The problem
Find every line below with the word "Bulwar" in it, and copy each one.

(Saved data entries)
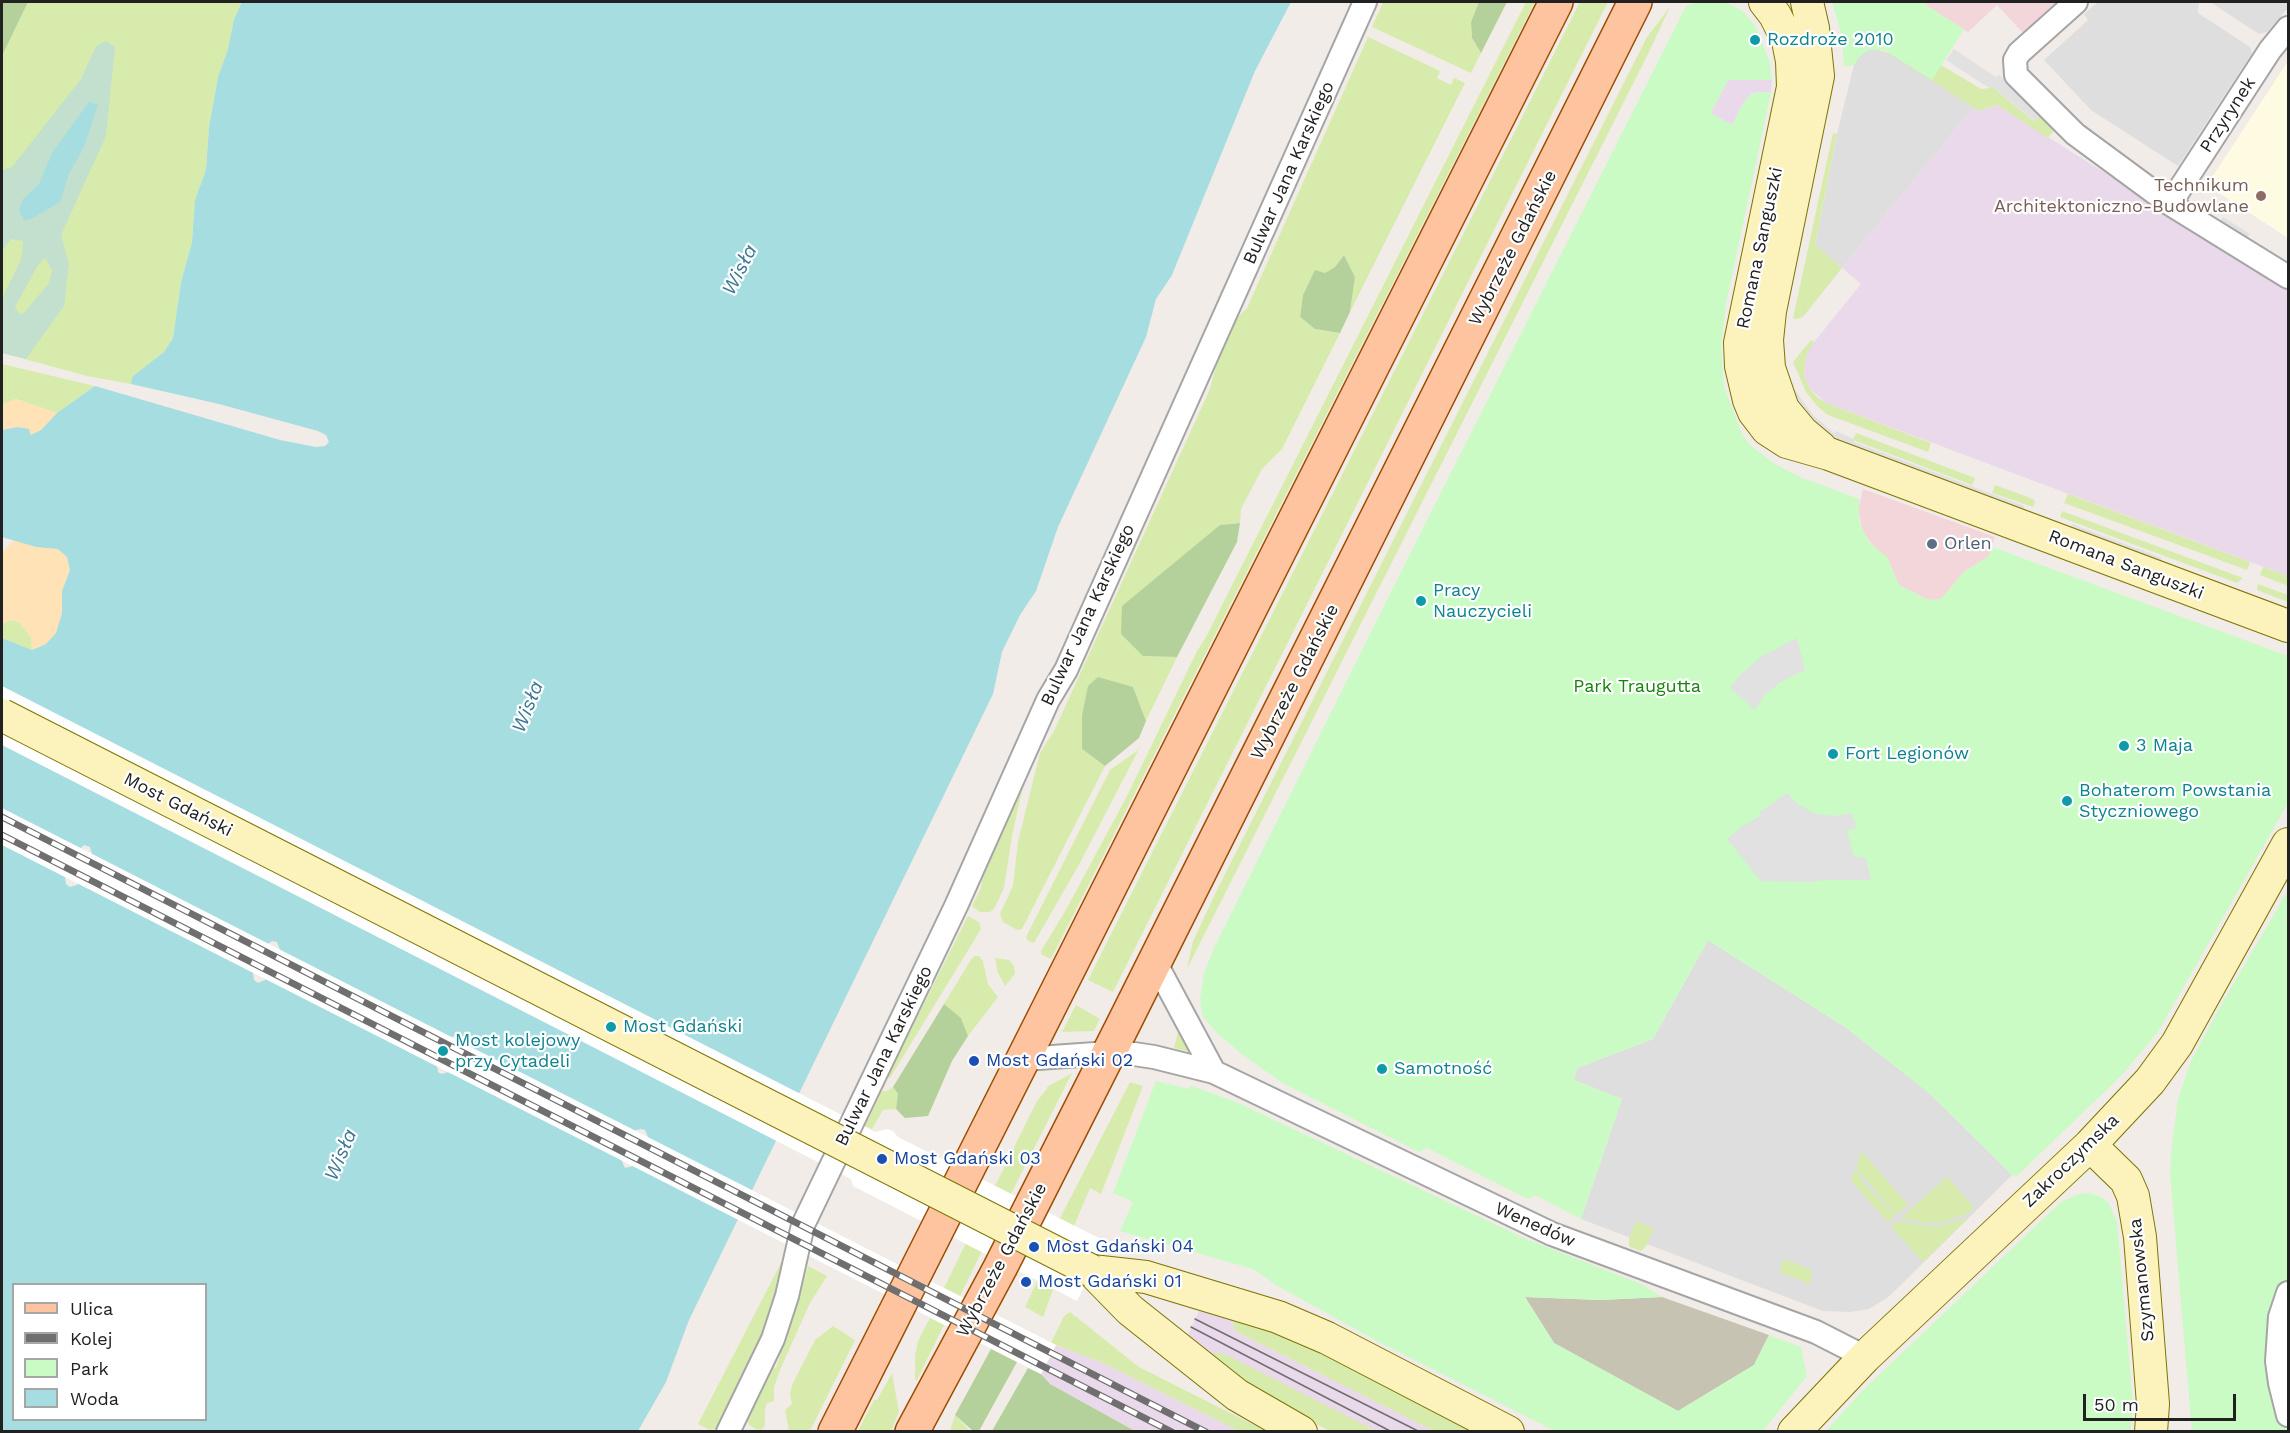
<!DOCTYPE html>
<html>
<head>
<meta charset="utf-8">
<style>
	body { margin:0 }
	#map { position:relative; width:2290px; height:1433px; overflow:hidden; background:#f1ece7; font-family:"Work Sans",sans-serif }
	canvas { display:block }
	.frame { position:absolute; inset:0; border:3px solid #212121; pointer-events:none }
	.legend { position:absolute; left:12px; top:1283px; width:195px; height:138px; box-sizing:border-box; background:#fff; border:2px solid #a6a6a6; margin:0; padding:8px 10px; list-style:none; font-size:18px; color:#212121 }
	.legend li { display:flex; align-items:center; gap:12px; height:30px }
	.legend b { width:30px; border:2px solid #a6a6a6 }
	.scale { position:absolute; left:2083px; top:1394px; width:153px; height:27px; box-sizing:border-box; border:3px solid #212121; border-top:0; padding-left:8px; font-size:18px; line-height:21px; white-space:nowrap; color:#212121; -webkit-text-stroke:4px #fff; paint-order:stroke }
</style>
</head>
<body>
<div id="map">
<canvas width="2290" height="1433"></canvas>
<div class="frame"></div>
<ul class="legend">
<li><b style="height:8px;background:#fec49f"></b>Ulica</li>
<li><b style="height:8px;background:#6f6f6f"></b>Kolej</li>
<li><b style="height:16px;background:#cafbc4"></b>Park</li>
<li><b style="height:16px;background:#a6dde0"></b>Woda</li>
</ul>
<div class="scale">50 m</div>
</div>
<script>
const g = document.querySelector('canvas').getContext('2d');
g.lineJoin = 'round';
function fill(path, color) {
  g.fillStyle = color;
  g.fill(path, 'evenodd');
}
function poly(rows) {
  const path = new Path2D();
  for (const r of rows) {
    path.moveTo(r[0], r[1]);
    for (let i = 2; i < r.length; i += 2) path.lineTo(r[i], r[i + 1]);
  }
  return path;
}
function trace(path, color, width, dash) {
  g.strokeStyle = color;
  g.lineWidth = width;
  g.lineCap = dash ? 'butt' : 'round';
  g.setLineDash(dash || []);
  g.stroke(path);
}
function write(font, color, halo, rows, align = 'center') {
  g.font = font + ' "Work Sans",sans-serif';
  g.lineWidth = 4.5;
  g.setLineDash([]);
  g.textBaseline = 'middle';
  g.strokeStyle = halo;
  g.fillStyle = color;
  for (const [text, x, y, turn = 0] of rows) {
    g.save();
    g.translate(x, y);
    g.rotate((+turn || 0) * Math.PI / 180);
    g.textAlign = isNaN(turn) ? turn : align;
    if (halo) g.strokeText(text, 0, 0);
    g.fillText(text, 0, 0);
    g.restore();
  }
}
fill(poly([
	[2098,2,2199,2,2198,13,2250,47,2252,53,2178,166,2091,110,2044,60,2088,20,2084,14],
	[2210,2,2288,2,2288,8,2267,32,2259,34],
	[1875,49,1892,54,1974,107,1842,268,1815,246,1837,134,1854,65,1859,57,1868,50],
	[1708,940,1845,1027,1928,1092,2012,1175,1903,1283,1887,1298,1869,1309,1850,1312,1823,1311,1581,1219,1622,1099,1574,1080,1577,1068,1653,1039]
]), '#dfdede');
fill(poly([
	[1924,2,2059,2,2024,34,1997,5,1968,32,1927,6],
	[1863,489,1995,537,1989,556,1964,572,1941,599,1929,600,1899,585,1887,557,1877,551,1863,532,1858,510]
]), '#f2d6da');
fill(poly([
	[1728,80,1772,80,1771,92,1752,93,1744,102,1732,125,1711,113],
	[1997,105,2288,288,2288,576,1826,403,1810,389,1804,376,1806,356,1810,347,1861,284,1842,268,1974,107,1980,111],
	[1199,1311,1232,1319,1235,1331,1434,1431,1376,1431,1210,1355,1187,1336],
	[1056,1345,1103,1363,1239,1431,1135,1431,1050,1384,1041,1374]
]), '#ead9ea');
fill(poly([
	[2288,61,2288,238,2207,185]
]), '#fffae2');
fill(poly([
	[1525,1297,1600,1300,1662,1297,1769,1335,1754,1365,1678,1411,1554,1343]
]), '#c6c3b2');
fill(poly([
	[28,2,242,2,234,19,228,49,218,77,209,127,206,170,195,201,192,242,181,282,173,338,164,352,133,377,131,384,87,376,2,353,2,56],
	[1383,2,1479,2,1471,22,1472,38,1481,53,1471,73,1372,27],
	[1526,2,1535,2,1051,959,1041,954,1041,951,1067,908,1128,794,1197,651,1206,637],
	[1580,2,1608,2,1113,992,1088,980],
	[1670,7,1648,54,1187,969,1193,941,1217,890,1647,37],
	[1849,31,1941,65,1981,89,1989,88,1991,86,2034,121,2042,113,2056,128,2048,138,1997,105,1979,111,1884,50,1868,50,1859,57,1854,65,1844,66],
	[1368,37,1440,71,1437,78,1451,85,1454,78,1465,83,1350,312,1355,277,1344,255,1335,267,1325,273,1315,271,1303,295,1300,317,1315,329,1340,333,1282,449,1262,469,1241,509,1240,523,1220,525,1143,656,1177,657,1146,721,1133,687,1082,749,1105,766,1022,929,1017,930,1003,922,1000,914,1013,886,1018,842,1040,753,1054,731,1210,389,1220,350,1234,321,1247,308],
	[1833,133,1837,134,1815,245,1842,268,1803,317,1796,319,1793,318],
	[1811,340,1814,342,1806,356,1804,376,1810,389,1817,397,1826,403,1931,443,1928,452,1828,415,1818,407,1806,392,1793,362],
	[2,364,95,386,57,413,16,399,2,405],
	[1856,433,1975,478,1972,485,1853,440],
	[1995,485,2033,499,2035,502,2033,507,1992,493],
	[2068,494,2250,562,2247,570,2064,503],
	[2062,511,2243,578,2237,583,2060,517],
	[2263,567,2288,576,2288,586,2260,575],
	[2258,584,2288,595,2288,602,2257,590],
	[11,620,19,622,31,637,32,650,2,638,2,624],
	[1141,745,1081,861,1034,943,1028,941,1026,937,1110,770,1137,751],
	[1030,755,1012,836,1004,888,994,909,990,912,980,912,972,906,981,888,983,873,1021,791],
	[968,916,979,922,981,929,890,1078,886,1079],
	[975,956,979,956,983,961,988,984,998,997,968,1036,961,1018,944,1004,972,958],
	[995,958,1009,960,1014,966,1015,974,1005,986,998,973],
	[1076,1005,1100,1019,1094,1031,1062,1032],
	[1179,1027,1198,1054,1174,1048],
	[1072,1073,1011,1194,995,1186,1037,1101,1047,1089,1047,1087],
	[1130,1082,1143,1086,1101,1194,1090,1188,1071,1233,1056,1226],
	[893,1087,898,1094,896,1109,883,1110,872,1129,865,1126,882,1091,887,1091],
	[1861,1151,1908,1205,1896,1215,1860,1173,1857,1165],
	[1856,1167,1863,1183,1895,1215,1888,1222,1851,1181],
	[1947,1177,1974,1207,1967,1214,1939,1223,1925,1223,1901,1218],
	[1968,1218,1923,1262,1891,1227,1897,1221,1935,1227],
	[1636,1221,1653,1228,1647,1245,1641,1251,1630,1247,1629,1244,1629,1238],
	[966,1243,982,1251,960,1296,944,1288],
	[786,1253,777,1295,756,1350,716,1429,710,1430,698,1424],
	[1784,1259,1812,1270,1810,1284,1779,1272],
	[808,1266,827,1276,810,1303,780,1370,774,1387,774,1401,767,1403,765,1409,765,1426,761,1430,756,1429,749,1425,746,1417,773,1367,776,1368],
	[1041,1273,1054,1287,1043,1317,1025,1307],
	[1070,1312,1139,1367,1266,1431,1239,1431,1103,1363,1051,1343,1064,1316],
	[930,1318,944,1325,917,1380,915,1380,915,1355,918,1341],
	[1232,1319,1302,1340,1482,1431,1434,1431,1235,1331],
	[833,1326,855,1340,810,1431,789,1431,785,1410,792,1404,790,1394,792,1385,815,1340],
	[1217,1353,1223,1353,1376,1431,1330,1431,1286,1409,1245,1384,1210,1355],
	[892,1373,899,1412,891,1431,858,1431,874,1400,877,1400],
	[955,1415,969,1430,973,1431,950,1431]
]), '#d7ecac');
fill(poly([
	[2,2,28,2,2,56],
	[1479,2,1507,2,1481,53,1472,38,1471,22],
	[1344,255,1355,277,1350,312,1340,333,1315,329,1300,317,1303,295,1315,270,1325,273,1335,267],
	[1240,523,1237,542,1177,657,1143,656,1121,634,1122,606,1220,525],
	[1098,677,1133,687,1146,721,1139,738,1105,766,1082,749,1082,716,1088,686],
	[944,1004,961,1018,968,1036,952,1061,928,1116,905,1118,896,1109,898,1094,893,1087],
	[991,1349,1017,1362,979,1431,973,1431,955,1415],
	[1028,1368,1041,1374,1050,1384,1135,1431,992,1431]
]), '#b5d19b');
fill(poly([
	[106,41,115,47,106,136,61,235,69,264,64,306,26,359,2,353,2,303,5,292,21,260,23,241,11,239,2,251,2,170,12,167,81,79,96,46],
	[45,258,52,270,49,283,24,313,19,314,15,307,38,265]
]), '#c3e0ce');
fill(poly([
	[15,399,57,413,41,430,31,435,29,429,18,427,2,430,2,405],
	[14,540,36,547,58,549,67,557,70,570,62,591,62,613,56,634,46,644,32,650,31,637,19,622,11,620,2,624,2,553]
]), '#ffe3b7');
fill(poly([
	[1697,2,1725,2,1743,11,1756,27,1770,63,1772,80,1728,80,1711,113,1732,125,1744,102,1752,93,1771,92,1726,304,1721,345,1724,387,1742,434,1750,445,1775,464,1800,477,1859,499,1859,521,1869,542,1887,557,1899,585,1929,600,1941,599,1964,572,1989,556,1992,547,2288,656,2288,803,2158,1032,2123,1074,2017,1176,2012,1175,1928,1092,1845,1027,1708,940,1653,1039,1577,1068,1574,1080,1622,1099,1581,1219,1535,1195,1528,1199,1427,1148,1419,1152,1284,1084,1243,1055,1217,1033,1203,1017,1200,999,1204,973,1214,948,1398,578,1686,6],
	[1832,2,1924,2,1927,6,1964,29,1932,80,1884,50,1868,50,1859,57,1854,65,1844,66,1842,36],
	[2288,890,2288,1431,2192,1432,2170,1173,2172,1144,2178,1099,2191,1061,2220,1007],
	[1156,1081,1188,1089,1191,1086,1234,1101,1526,1239,1641,1284,1662,1297,1600,1300,1525,1297,1554,1343,1678,1411,1754,1365,1769,1335,1801,1347,1807,1376,1763,1431,1555,1431,1377,1341,1276,1285,1253,1269,1120,1231,1133,1202,1113,1193],
	[2089,1193,2101,1197,2108,1202,2117,1222,2133,1405,2130,1431,1826,1431,1862,1391,2061,1202,2079,1194]
]), '#cafbc4');
fill(poly([
	[2288,36,2288,47,2235,126,2230,122],
	[1954,49,1996,77,1999,75,2043,112,2035,121,1991,86,1989,88,1946,60],
	[2223,217,2250,234,2246,239,2219,223],
	[1793,387,1813,415,1834,433,1836,431,1854,439,1854,442,2024,506,2022,513,1840,444,1816,428,1786,390],
	[2072,524,2162,558,2160,564,2070,531],
	[1797,638,1805,670,1779,683,1764,696,1755,710,1730,688,1739,676,1762,656],
	[1787,793,1799,805,1816,814,1834,816,1851,813,1857,828,1847,831,1854,856,1866,858,1871,880,1824,880,1813,882,1761,881,1727,839,1741,827,1759,817,1760,812]
]), '#e1e1e1');
fill(poly([
	[242,2,1291,2,1255,71,1172,275,1156,299,1146,337,1058,527,1036,591,1020,615,1002,652,993,694,689,1320,666,1382,638,1431,2,1431,2,638,32,650,46,644,56,633,62,613,62,591,70,570,67,557,58,549,36,547,2,537,2,430,18,427,29,429,31,435,41,430,57,413,95,386,280,440,316,447,325,446,329,442,326,435,318,431,219,404,131,384,132,377,164,352,173,338,181,282,192,242,195,200,206,170,209,127,218,77,228,49,234,19],
	[84,845,90,847,92,854,77,885,70,887,66,884,65,879,80,849],
	[272,941,277,942,280,950,265,980,258,983,254,980,253,973,268,944],
	[455,1035,462,1037,464,1044,449,1072,441,1074,438,1072,437,1065,451,1038],
	[641,1129,645,1130,648,1137,633,1166,625,1168,621,1159,636,1130],
	[14,1284,206,1284,206,1420,14,1420],
	[89,102,98,105,84,147,69,174,60,202,31,219,24,220,19,210,23,199,39,184,52,153]
]), '#a6dde0');
fill(poly([
	[2,686,875,1132,887,1129,893,1131,898,1137,1107,1242,1077,1301,853,1186,851,1179,2,745],
	[2,808,1056,1345,1041,1374,2,845]
]), '#fff');
const street = poly([
	[2076,2,2019,53,2015,60,2016,75,2075,134,2170,204,2288,277],
	[2170,204,2270,50,2288,28],
	[1155,962,1214,1072],
	[1024,1059,1109,1053,1134,1054,1154,1057,1214,1072,1552,1234,1816,1332,1865,1357],
	[2288,1293,2280,1317,2277,1361,2280,1383,2288,1415],
	[728,1432,773,1339,787,1296,803,1225,956,906,1048,700,1066,670,1365,2]
]);
const secondary = poly([
	[1765,2,1775,15,1788,41,1792,61,1793,87,1740,343,1741,366,1749,400,1754,412,1767,429,1787,442,1829,454,2288,626],
	[1807,2,1813,28,1818,76,1770,311,1767,340,1769,368,1783,409,1802,432,1821,448],
	[2090,1145,2126,1180,2133,1196,2140,1237,2153,1404,2151,1432],
	[1092,1271,1146,1277,1278,1317,1327,1338,1508,1432],
	[1092,1271,1130,1310,1213,1376,1237,1395,1301,1432],
	[1794,1432,1865,1357,2090,1145,2150,1081,2177,1044,2288,844]
]);
const primary = poly([
	[835,1432,1556,2],
	[912,1432,1000,1268,1122,1027,1635,2]
]);
trace(street, '#a5a5a5', 26);
trace(secondary, '#7d7402', 34);
trace(primary, '#9d4d00', 36);
trace(street, '#fff', 22);
trace(secondary, '#fbf3bb', 32);
trace(primary, '#fec49f', 33);
trace(poly([
	[2,710,1094,1267],
	[2,720,1090,1275],
	[1195,1319,1420,1432],
	[1191,1327,1392,1432]
]), '#6f6f6f', 1.5);
const rail = poly([
	[2,817,1206,1432],
	[2,835,1172,1432]
]);
trace(rail, '#6f6f6f', 7);
trace(rail, '#fff', 4.5, [14]);
const secondaryBridge = poly([
	[2,715,1092,1271]
]);
trace(secondaryBridge, '#7d7402', 34, []);
trace(secondaryBridge, '#fbf3bb', 32);
for (const [x, y, r, color] of [
	[1755,40,6,"#0f9aa8"],
	[2261,196,6,"#8d6e63"],
	[1932,544,6,"#5c6f8a"],
	[1421,601,6,"#0f9aa8"],
	[2124,746,6,"#0f9aa8"],
	[1833,754,6,"#0f9aa8"],
	[2067,801,6,"#0f9aa8"],
	[611,1027,6,"#0f9aa8"],
	[443,1051,6,"#0f9aa8"],
	[974,1061,6,"#1a4fb4"],
	[1382,1069,6,"#0f9aa8"],
	[882,1159,6,"#1a4fb4"],
	[1034,1247,6,"#1a4fb4"],
	[1026,1282,6,"#1a4fb4"]
]) {
  const dot = new Path2D();
  dot.arc(x, y, r, 0, 2 * Math.PI);
  g.fillStyle = color;
  g.fill(dot);
  trace(dot, '#fff', 2);
}
write('18px', '#0d838f', '#fff', [
	["Rozdroże 2010",1767,40],
	["Pracy",1433,591],
	["Nauczycieli",1433,612],
	["3 Maja",2136,746],
	["Fort Legionów",1845,754],
	["Bohaterom Powstania",2079,791],
	["Styczniowego",2079,812],
	["Most Gdański",623,1027],
	["Most kolejowy",455,1041],
	["przy Cytadeli",455,1062],
	["Samotność",1394,1069]
], 'left');
write('18px', '#212121', '#fff', [
	["Przyrynek",2228,115,-57],
	["Bulwar Jana Karskiego",1289,173,-66],
	["Wybrzeże Gdańskie",1513,248,-63],
	["Romana Sanguszki",1760,248,-78],
	["Romana Sanguszki",2126,565,21],
	["Bulwar Jana Karskiego",1088,615,-65],
	["Wybrzeże Gdańskie",1295,682,-63],
	["Most Gdański",178,805,27],
	["Bulwar Jana Karskiego",884,1056,-64],
	["Zakroczymska",2071,1161,-44],
	["Wenedów",1535,1225,24],
	["Wybrzeże Gdańskie",1002,1260,-62],
	["Szymanowska",2142,1280,-96]
]);
write('18px', '#785e54', '#fff', [
	["Technikum",2249,186],
	["Architektoniczno-Budowlane",2249,207]
], 'right');
write('18px', '#4e5e75', '#fff', [
	["Orlen",1944,544]
], 'left');
write('18px', '#158509', '#fff', [
	["Park Traugutta",1637,687]
]);
write('18px', '#164399', '#fff', [
	["Most Gdański 02",986,1061],
	["Most Gdański 03",894,1159],
	["Most Gdański 04",1046,1247],
	["Most Gdański 01",1038,1282]
], 'left');
write('italic 20px', '#3e7893', '#fff', [
	["Wisła",740,270,-63],
	["Wisła",528,707,-68],
	["Wisła",341,1155,-67]
]);
</script>
</body>
</html>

Exercise output
	["Bulwar Jana Karskiego",1289,173,-66],
	["Bulwar Jana Karskiego",1088,615,-65],
	["Bulwar Jana Karskiego",884,1056,-64],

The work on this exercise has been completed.